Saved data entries
================

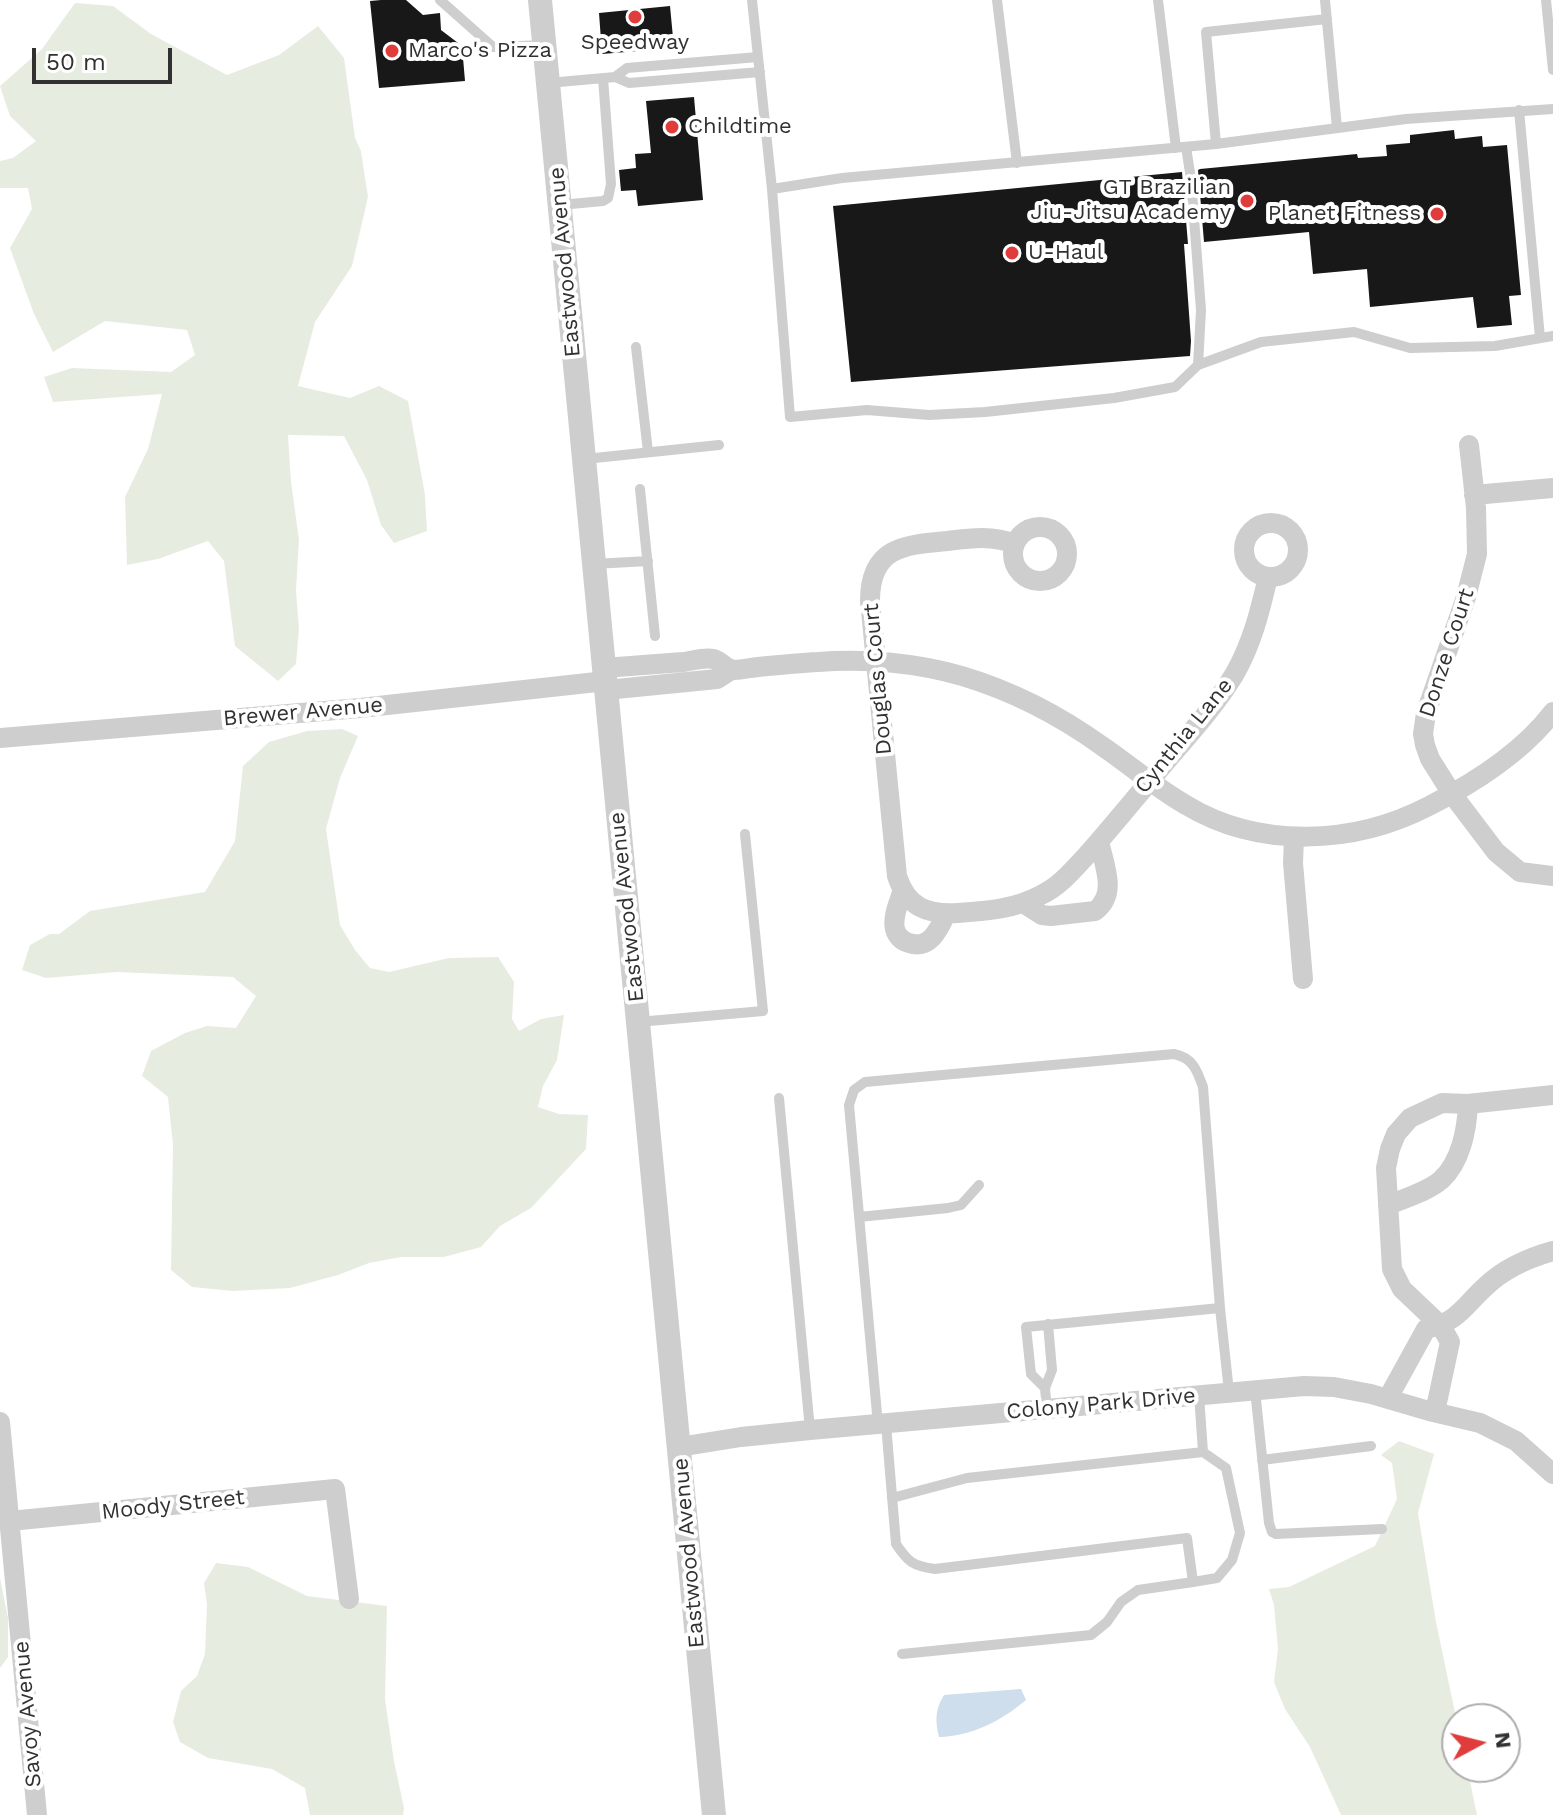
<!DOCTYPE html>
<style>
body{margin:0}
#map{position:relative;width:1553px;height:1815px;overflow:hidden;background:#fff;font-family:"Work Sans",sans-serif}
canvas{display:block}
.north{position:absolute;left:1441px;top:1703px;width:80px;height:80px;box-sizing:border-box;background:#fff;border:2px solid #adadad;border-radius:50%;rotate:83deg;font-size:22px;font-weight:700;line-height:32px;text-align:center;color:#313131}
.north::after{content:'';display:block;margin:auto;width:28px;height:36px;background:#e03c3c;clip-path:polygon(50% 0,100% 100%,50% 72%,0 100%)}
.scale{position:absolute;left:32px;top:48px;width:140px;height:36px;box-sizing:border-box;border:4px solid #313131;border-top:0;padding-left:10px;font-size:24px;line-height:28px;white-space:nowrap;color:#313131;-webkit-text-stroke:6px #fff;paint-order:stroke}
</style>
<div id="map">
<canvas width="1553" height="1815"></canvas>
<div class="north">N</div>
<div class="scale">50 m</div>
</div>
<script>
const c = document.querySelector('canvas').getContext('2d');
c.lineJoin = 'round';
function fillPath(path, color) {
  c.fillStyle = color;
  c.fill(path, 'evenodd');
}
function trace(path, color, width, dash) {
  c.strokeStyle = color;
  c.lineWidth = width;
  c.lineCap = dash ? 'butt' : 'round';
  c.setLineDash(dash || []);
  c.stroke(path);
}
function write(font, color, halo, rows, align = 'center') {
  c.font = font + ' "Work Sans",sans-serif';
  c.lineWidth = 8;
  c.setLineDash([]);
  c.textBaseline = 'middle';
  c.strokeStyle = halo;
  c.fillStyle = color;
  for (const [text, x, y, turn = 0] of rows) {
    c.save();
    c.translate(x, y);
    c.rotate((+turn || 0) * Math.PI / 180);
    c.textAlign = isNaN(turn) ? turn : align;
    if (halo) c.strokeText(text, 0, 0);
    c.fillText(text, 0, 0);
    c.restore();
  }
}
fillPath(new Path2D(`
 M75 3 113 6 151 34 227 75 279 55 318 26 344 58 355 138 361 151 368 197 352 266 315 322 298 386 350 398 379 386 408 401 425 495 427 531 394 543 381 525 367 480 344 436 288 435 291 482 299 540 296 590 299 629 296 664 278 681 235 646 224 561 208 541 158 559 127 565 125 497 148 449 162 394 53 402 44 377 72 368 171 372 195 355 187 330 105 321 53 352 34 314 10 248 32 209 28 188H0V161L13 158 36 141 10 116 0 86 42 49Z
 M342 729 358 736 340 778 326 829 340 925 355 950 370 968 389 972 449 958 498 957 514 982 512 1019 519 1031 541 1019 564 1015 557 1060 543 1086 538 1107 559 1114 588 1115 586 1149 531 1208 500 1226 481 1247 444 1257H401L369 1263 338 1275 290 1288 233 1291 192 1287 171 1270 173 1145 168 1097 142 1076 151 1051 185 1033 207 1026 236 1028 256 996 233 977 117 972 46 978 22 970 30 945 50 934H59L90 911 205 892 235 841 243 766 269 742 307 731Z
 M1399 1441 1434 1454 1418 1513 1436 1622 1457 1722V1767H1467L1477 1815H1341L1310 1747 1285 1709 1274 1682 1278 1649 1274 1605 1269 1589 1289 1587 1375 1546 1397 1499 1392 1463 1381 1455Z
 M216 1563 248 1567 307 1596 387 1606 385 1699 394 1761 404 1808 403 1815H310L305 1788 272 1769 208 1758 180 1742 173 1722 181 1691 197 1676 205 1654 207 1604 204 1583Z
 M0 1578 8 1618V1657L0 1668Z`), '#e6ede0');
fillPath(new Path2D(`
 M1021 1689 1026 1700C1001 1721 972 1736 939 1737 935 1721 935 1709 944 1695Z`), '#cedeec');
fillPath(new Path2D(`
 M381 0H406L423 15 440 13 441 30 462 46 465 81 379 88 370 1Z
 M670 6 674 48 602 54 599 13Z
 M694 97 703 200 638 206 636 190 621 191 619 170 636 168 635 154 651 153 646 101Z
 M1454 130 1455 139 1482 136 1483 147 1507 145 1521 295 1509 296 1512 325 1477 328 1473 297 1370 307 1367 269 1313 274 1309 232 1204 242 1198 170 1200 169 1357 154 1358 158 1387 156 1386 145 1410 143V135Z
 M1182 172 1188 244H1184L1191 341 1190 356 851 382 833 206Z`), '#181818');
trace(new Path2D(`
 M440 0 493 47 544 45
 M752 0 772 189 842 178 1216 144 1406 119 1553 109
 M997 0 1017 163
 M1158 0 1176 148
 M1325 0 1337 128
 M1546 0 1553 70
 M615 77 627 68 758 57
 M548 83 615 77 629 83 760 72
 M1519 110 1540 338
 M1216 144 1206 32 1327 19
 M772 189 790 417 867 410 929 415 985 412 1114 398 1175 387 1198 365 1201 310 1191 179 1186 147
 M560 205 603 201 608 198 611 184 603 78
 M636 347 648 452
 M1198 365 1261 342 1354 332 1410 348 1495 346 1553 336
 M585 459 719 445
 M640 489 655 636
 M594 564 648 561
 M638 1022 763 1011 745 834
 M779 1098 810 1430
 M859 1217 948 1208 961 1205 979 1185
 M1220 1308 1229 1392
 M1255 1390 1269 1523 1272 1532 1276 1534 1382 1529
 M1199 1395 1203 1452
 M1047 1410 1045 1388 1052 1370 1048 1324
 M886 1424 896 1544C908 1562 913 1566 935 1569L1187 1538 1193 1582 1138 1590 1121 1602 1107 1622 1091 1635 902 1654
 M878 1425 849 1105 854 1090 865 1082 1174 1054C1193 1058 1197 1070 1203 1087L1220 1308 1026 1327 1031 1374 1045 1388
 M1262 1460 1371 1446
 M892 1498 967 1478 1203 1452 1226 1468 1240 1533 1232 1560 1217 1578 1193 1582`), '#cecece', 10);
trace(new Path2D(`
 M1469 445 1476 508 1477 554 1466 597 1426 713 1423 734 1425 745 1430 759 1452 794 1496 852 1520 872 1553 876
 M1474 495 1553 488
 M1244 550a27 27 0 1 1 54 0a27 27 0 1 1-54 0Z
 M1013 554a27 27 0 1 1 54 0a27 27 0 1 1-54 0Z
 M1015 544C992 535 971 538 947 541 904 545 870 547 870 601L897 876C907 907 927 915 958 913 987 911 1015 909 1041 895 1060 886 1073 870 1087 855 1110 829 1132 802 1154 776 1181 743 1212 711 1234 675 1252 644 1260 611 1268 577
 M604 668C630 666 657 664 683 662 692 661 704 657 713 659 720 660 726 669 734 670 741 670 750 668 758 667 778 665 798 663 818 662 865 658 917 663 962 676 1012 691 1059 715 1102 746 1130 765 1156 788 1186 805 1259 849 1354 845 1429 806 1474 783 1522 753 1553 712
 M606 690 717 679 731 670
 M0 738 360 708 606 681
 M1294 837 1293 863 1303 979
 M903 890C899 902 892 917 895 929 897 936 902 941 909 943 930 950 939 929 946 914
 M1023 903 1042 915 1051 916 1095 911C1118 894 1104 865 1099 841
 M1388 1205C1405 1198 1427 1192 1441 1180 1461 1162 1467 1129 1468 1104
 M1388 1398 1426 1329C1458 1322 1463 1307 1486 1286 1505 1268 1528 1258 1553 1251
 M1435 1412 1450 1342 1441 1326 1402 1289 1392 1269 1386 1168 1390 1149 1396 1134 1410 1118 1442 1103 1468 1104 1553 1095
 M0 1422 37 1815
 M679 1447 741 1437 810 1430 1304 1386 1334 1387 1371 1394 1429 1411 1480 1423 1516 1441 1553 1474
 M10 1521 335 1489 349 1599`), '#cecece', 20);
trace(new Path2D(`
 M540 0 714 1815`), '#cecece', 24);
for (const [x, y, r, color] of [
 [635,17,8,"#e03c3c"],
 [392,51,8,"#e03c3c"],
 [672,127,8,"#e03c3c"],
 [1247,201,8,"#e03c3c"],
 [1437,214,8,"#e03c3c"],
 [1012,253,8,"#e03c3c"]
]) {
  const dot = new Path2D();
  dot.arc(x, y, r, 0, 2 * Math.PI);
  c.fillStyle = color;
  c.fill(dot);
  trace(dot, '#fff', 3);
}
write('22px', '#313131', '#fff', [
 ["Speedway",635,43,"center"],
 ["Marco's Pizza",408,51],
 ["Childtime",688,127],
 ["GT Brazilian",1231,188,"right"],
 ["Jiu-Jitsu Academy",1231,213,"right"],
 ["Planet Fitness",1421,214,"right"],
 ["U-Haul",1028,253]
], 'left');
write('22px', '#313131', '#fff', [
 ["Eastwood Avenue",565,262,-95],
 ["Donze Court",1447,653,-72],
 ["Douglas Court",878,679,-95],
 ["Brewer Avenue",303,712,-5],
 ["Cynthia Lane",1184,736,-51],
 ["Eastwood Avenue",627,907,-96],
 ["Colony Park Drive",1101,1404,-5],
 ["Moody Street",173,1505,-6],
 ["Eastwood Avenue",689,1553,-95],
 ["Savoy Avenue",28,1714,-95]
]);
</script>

================

* Required work *
Work out how many lines in the records above contain the word "rotate". State only that number.

* Task answer *
2